Step 1 — Load files from the folder
const chunks = buildChunksFromFolder_(folder, queryTerms);
This fetches the text from:
- Google Docs
- Plain text files
Step 2 — Generate meaningful chunks
Each file is broken into overlapping slices:
const fileChunks = chunkText_(text, CHUNK_SIZE, CHUNK_OVERLAP);
Chunking prevents Gemini from receiving giant walls of text.
Step 3 — Score each chunk
const score = scoreChunk_(chunkText, queryTerms);
This simple keyword overlap scoring:
- Is lightning fast
- Has no external dependencies
- Avoids expensive embedding models
- Works surprisingly well for short text
Step 4 — Build a context window
if (context.length + c.text.length > MAX_CONTEXT_CHARS) break;
context += '\n\n[Source: ' + c.fileName + ']\n' + c.text;
This produces a clean, human-readable memory structure:
[Source: File A]
...text...
[Source: File B]
...text...
Gemini loves this format.
Step 5 — Send the context to Gemini
const promptText =
systemInstruction +
"\n\n=== CONTEXT START ===\n" + context +
"\n=== CONTEXT END ===\n\nUser question: " + userMessage;
The system instruction enforces constraints:
- Only answer from folder content
- Say “I don’t see that…” when unsupported
- Cite document names
This ensures zero hallucinations.
Step 6 — Return the final answer
return { answer: answer };
The UI displays this as a chat bubble.
🎛 Build Chunks + Score Terms
Chunking:
function chunkText_(text, size, overlap)
This ensures:
- Smooth transitions
- Better semantic matching
- Less fragmentation
Scoring:
function scoreChunk_(chunkText, queryTerms)
Scores based on token frequency overlap—simple, fast, effective.
🧪 Generating “Demo Files”
The script includes a function:
function createDemoFilesInDemoFolder()
This automatically creates a folder called:
demo files
And populates it with:
- Product Overview
- Onboarding Checklist
- Support FAQ
- Team Communication Guidelines
Why this is useful:
- Instantly test RAG
- No manual document creation required
- Reproducible testing for debugging
🖥 The Web UI
The file IndexRagFolder.html creates:
✔ A clean chat UI
✔ A folder selection box
✔ Realtime status messages
✔ Message bubbles
✔ Scrolling message history
No frameworks needed—pure HTML, CSS, and client-side Apps Script calls.
🎉 Final Result
You now have a fully working:
Drive Folder RAG Chatbot (Apps Script + Gemini)
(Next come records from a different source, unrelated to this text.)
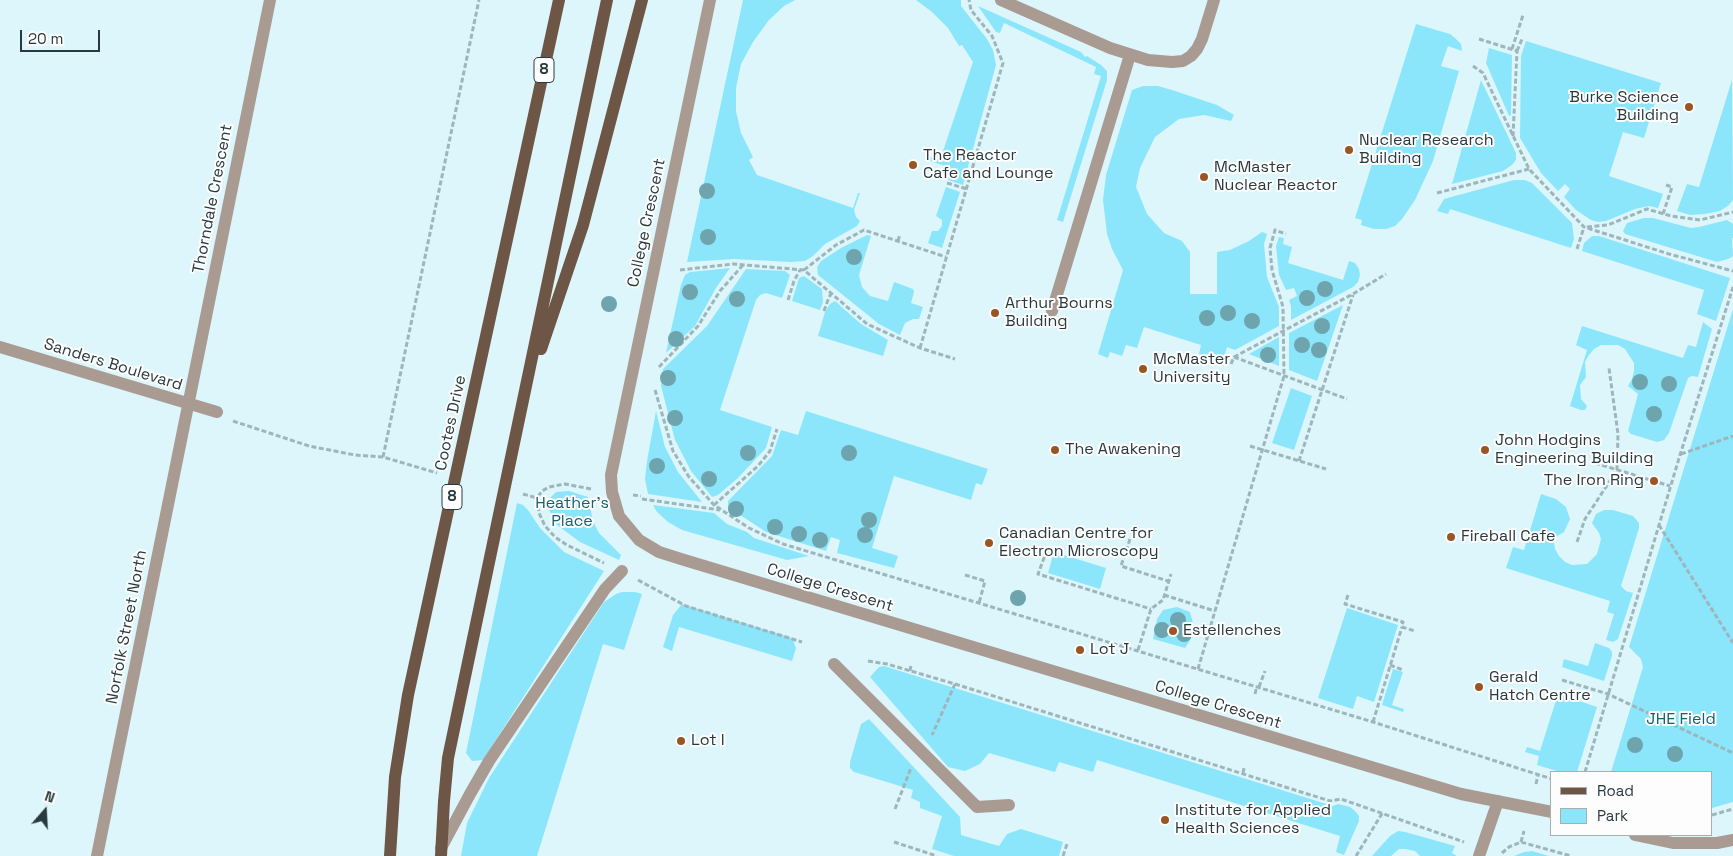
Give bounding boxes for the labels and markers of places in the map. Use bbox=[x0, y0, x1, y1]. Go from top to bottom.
place label: Burke Science Building bbox=[1569, 88, 1679, 126]
marker: Burke Science Building bbox=[1683, 101, 1695, 113]
place label: Nuclear Research Building bbox=[1359, 131, 1494, 169]
marker: Nuclear Research Building bbox=[1343, 144, 1355, 156]
place label: The Reactor Cafe and Lounge bbox=[923, 146, 1054, 184]
place label: McMaster Nuclear Reactor bbox=[1214, 158, 1338, 196]
marker: The Reactor Cafe and Lounge bbox=[907, 159, 919, 171]
marker: McMaster Nuclear Reactor bbox=[1198, 171, 1210, 183]
place label: Arthur Bourns Building bbox=[1005, 294, 1113, 332]
marker: Arthur Bourns Building bbox=[989, 307, 1001, 319]
place label: McMaster University bbox=[1153, 350, 1231, 388]
marker: McMaster University bbox=[1137, 363, 1149, 375]
place label: John Hodgins Engineering Building bbox=[1495, 431, 1653, 469]
place label: The Awakening bbox=[1065, 440, 1181, 460]
marker: The Awakening bbox=[1049, 444, 1061, 456]
marker: John Hodgins Engineering Building bbox=[1479, 444, 1491, 456]
place label: The Iron Ring bbox=[1544, 471, 1644, 491]
marker: The Iron Ring bbox=[1648, 475, 1660, 487]
place label: Canadian Centre for Electron Microscopy bbox=[999, 524, 1159, 562]
place label: Fireball Cafe bbox=[1461, 527, 1555, 547]
marker: Fireball Cafe bbox=[1445, 531, 1457, 543]
marker: Canadian Centre for Electron Microscopy bbox=[983, 537, 995, 549]
place label: Estellenches bbox=[1183, 621, 1281, 641]
marker: Estellenches bbox=[1167, 625, 1179, 637]
place label: Lot J bbox=[1090, 640, 1129, 660]
marker: Lot J bbox=[1074, 644, 1086, 656]
place label: Gerald Hatch Centre bbox=[1489, 668, 1591, 706]
marker: Gerald Hatch Centre bbox=[1473, 681, 1485, 693]
place label: Lot I bbox=[691, 731, 725, 751]
marker: Lot I bbox=[675, 735, 687, 747]
place label: Institute for Applied Health Sciences bbox=[1175, 801, 1331, 839]
marker: Institute for Applied Health Sciences bbox=[1159, 814, 1171, 826]

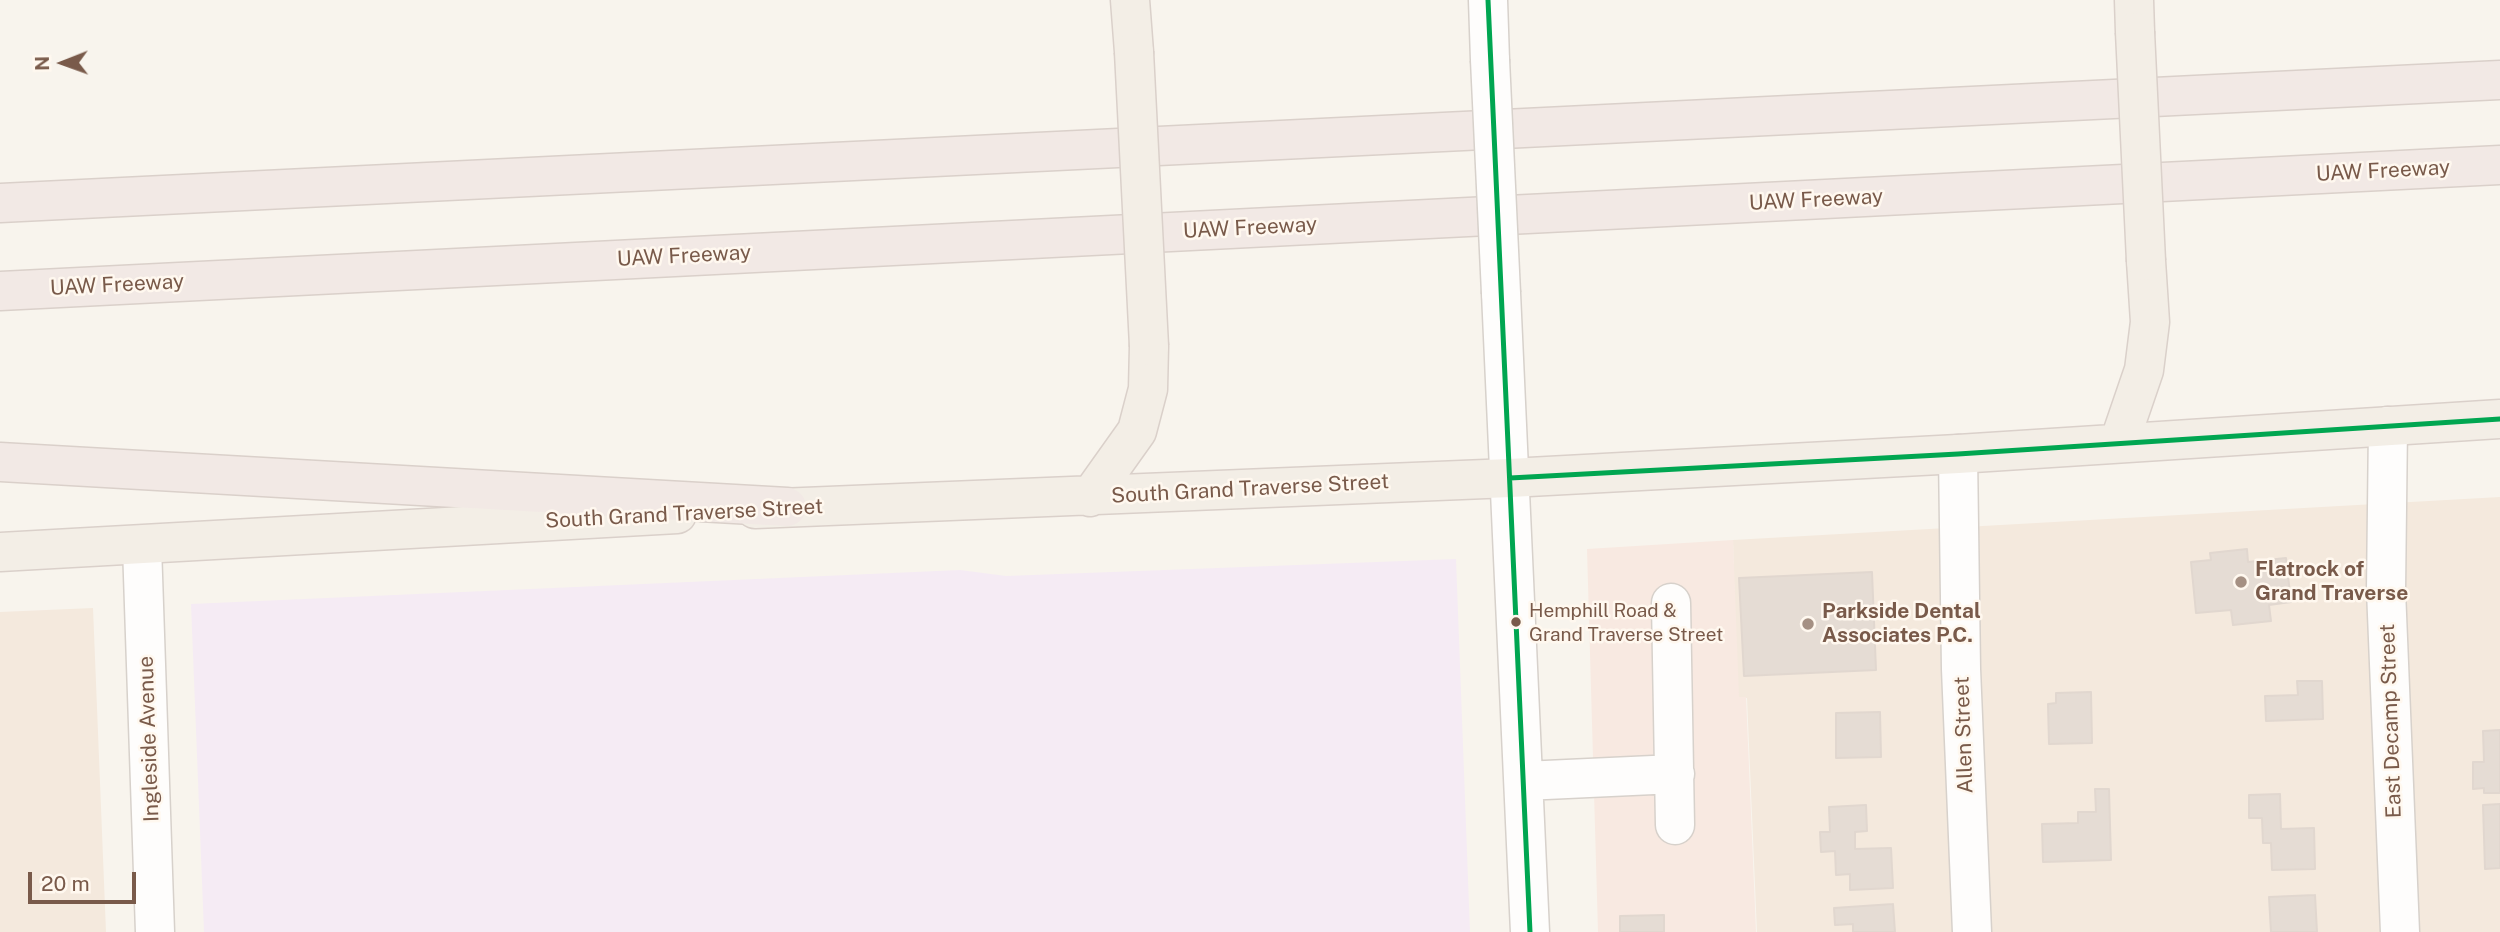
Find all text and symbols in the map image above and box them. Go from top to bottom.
north arrow [28,28,98,98]
text: N [31,56,53,71]
street label: UAW Freeway [2315,155,2451,187]
street label: UAW Freeway [1748,184,1884,216]
street label: UAW Freeway [1182,212,1318,244]
street label: UAW Freeway [616,240,752,272]
street label: UAW Freeway [49,269,185,301]
street label: South Grand Traverse Street [1110,469,1390,509]
street label: South Grand Traverse Street [544,494,824,534]
place label: Flatrock of Grand Traverse [2255,557,2408,607]
marker: Flatrock of Grand Traverse [2233,574,2249,590]
place label: Parkside Dental Associates P.C. [1822,599,1981,649]
place label: Hemphill Road & Grand Traverse Street [1529,600,1723,644]
marker: Hemphill Road & Grand Traverse Street [1509,615,1523,629]
marker: Parkside Dental Associates P.C. [1800,616,1816,632]
street label: East Decamp Street [2375,623,2407,819]
street label: Ingleside Avenue [134,655,164,823]
street label: Allen Street [1949,676,1979,794]
scale bar [32,858,140,902]
text: 20 m [41,871,90,896]

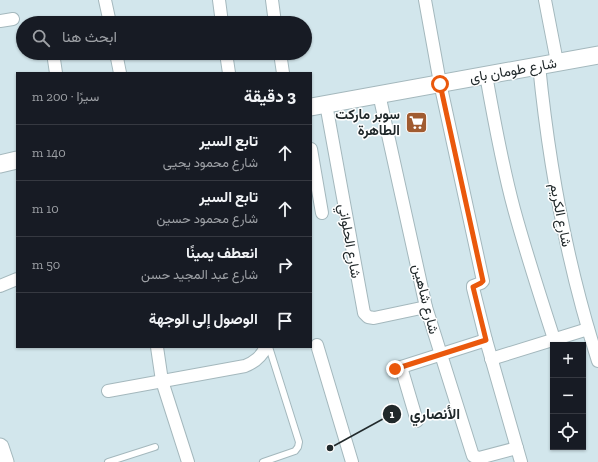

✔ Multi-file context ingestion
✔ Chunking & relevance scoring
✔ Controlled context window
✔ Webapp chatbot interface
✔ Logging & error handling
✔ Auto-generated demo documents
✔ Fast responses using gemini-2.0-flash
This system can handle:
- Knowledge bases
- SOP libraries
- Help centers
- Team documentation
- Course material
- Internal onboarding
- Multi-file research
All running entirely inside Google Apps Script.